Filter task. Return each line of the material that holds the string "South".

--------------------------------

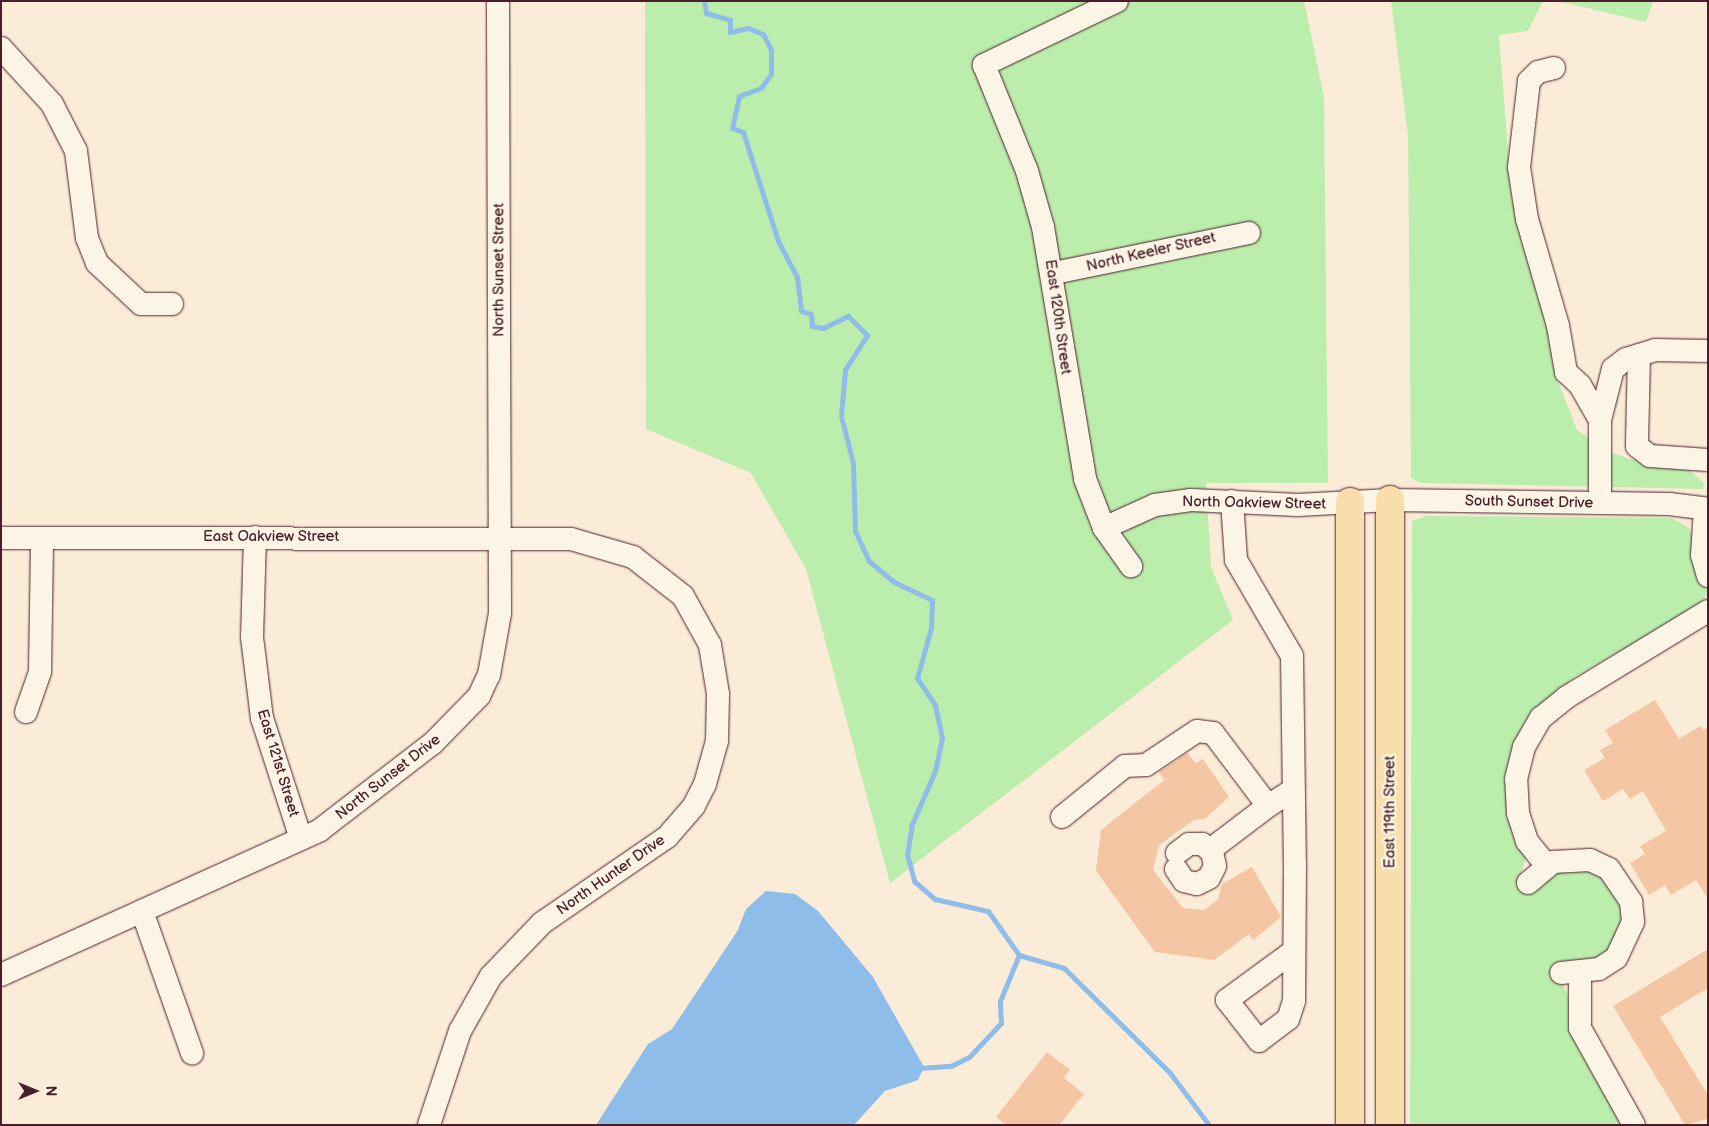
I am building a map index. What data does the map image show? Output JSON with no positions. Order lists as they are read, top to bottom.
{
  "streets": {
    "main road": ["East 119th Street"],
    "street": [
      "North Keeler Street",
      "North Sunset Street",
      "East 120th Street",
      "South Sunset Drive",
      "North Oakview Street",
      "East Oakview Street",
      "East 121st Street",
      "North Sunset Drive",
      "North Hunter Drive"
    ]
  },
  "crossings": [
    ["North Keeler Street", "East 120th Street"],
    ["North Sunset Street", "East Oakview Street"],
    ["North Sunset Street", "North Sunset Drive"],
    ["North Sunset Street", "North Hunter Drive"],
    ["East 120th Street", "North Oakview Street"],
    ["South Sunset Drive", "North Oakview Street"],
    ["South Sunset Drive", "East 119th Street"],
    ["East Oakview Street", "East 121st Street"],
    ["East Oakview Street", "North Sunset Drive"],
    ["East Oakview Street", "North Hunter Drive"],
    ["East 121st Street", "North Sunset Drive"],
    ["North Sunset Drive", "North Hunter Drive"]
  ],
  "north": "right"
}
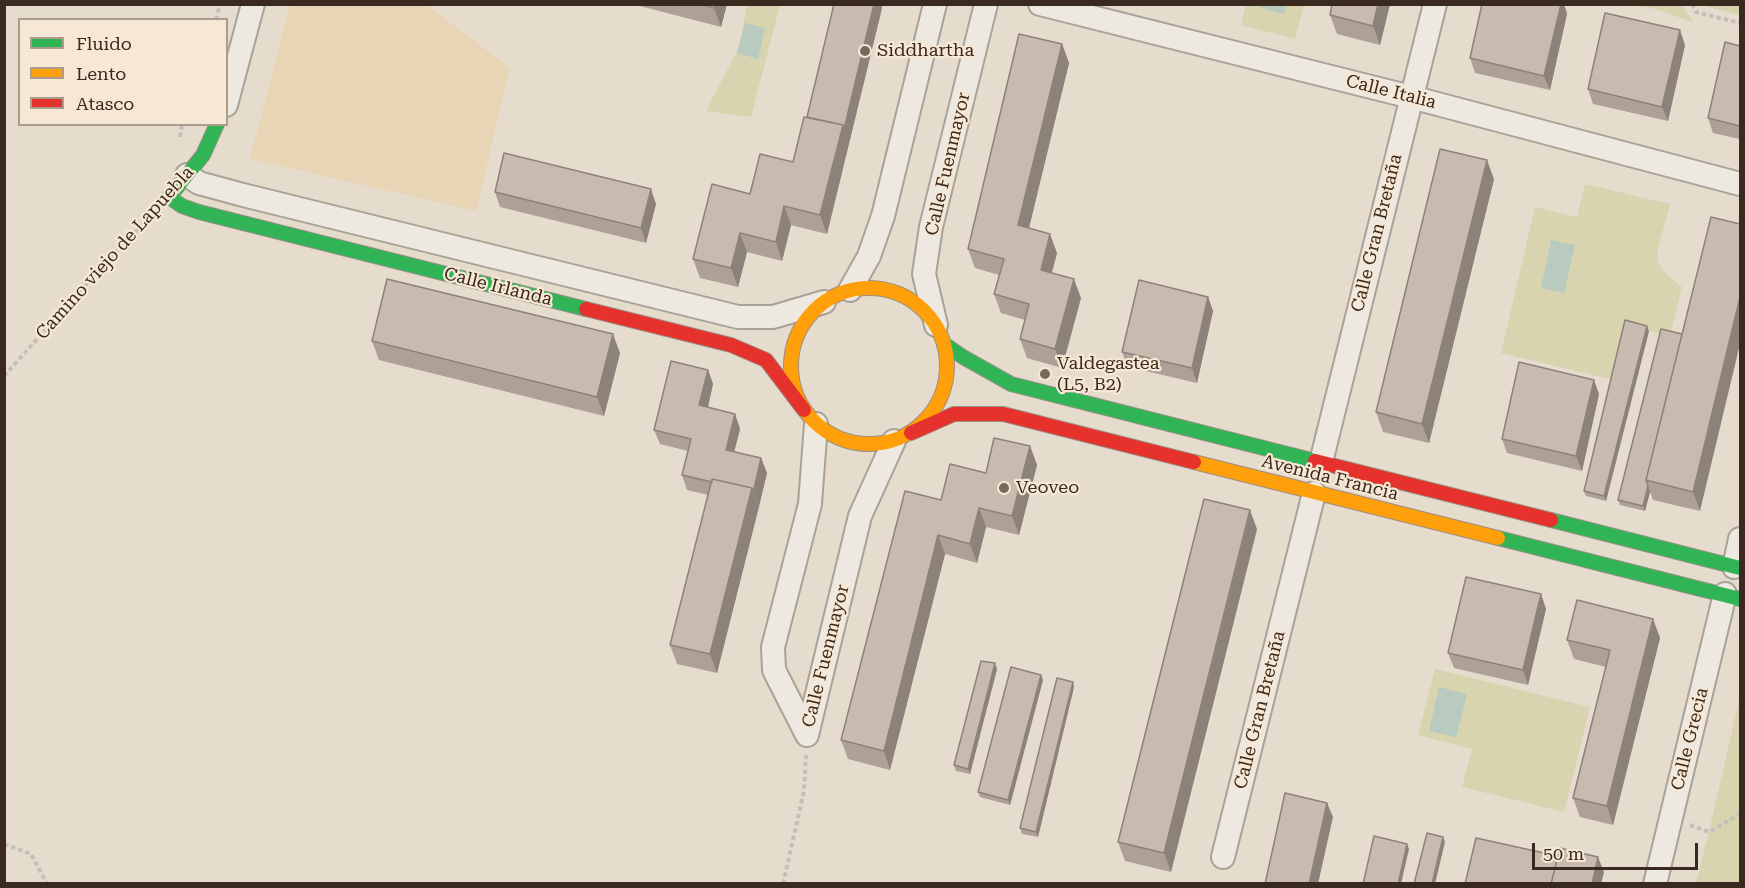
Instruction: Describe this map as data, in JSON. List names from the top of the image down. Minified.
{"streets":{"main road":["Camino viejo de Lapuebla","Calle Irlanda","Avenida Francia"],"street":["Calle Italia","Calle Fuenmayor","Calle Gran Bretaña","Calle Grecia"]},"crossings":[["Calle Italia","Calle Gran Bretaña"],["Calle Fuenmayor","Calle Irlanda"],["Calle Fuenmayor","Avenida Francia"],["Calle Gran Bretaña","Avenida Francia"],["Camino viejo de Lapuebla","Calle Irlanda"],["Calle Irlanda","Avenida Francia"],["Avenida Francia","Calle Grecia"]],"places":["Siddhartha","Valdegastea (L5, B2)","Veoveo"],"legend":["Fluido","Lento","Atasco"],"scale_bar":"50 m"}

--------------------------------

**SOLUTION FOR THIS TASK:**
      "South Sunset Drive",
    ["South Sunset Drive", "North Oakview Street"],
    ["South Sunset Drive", "East 119th Street"],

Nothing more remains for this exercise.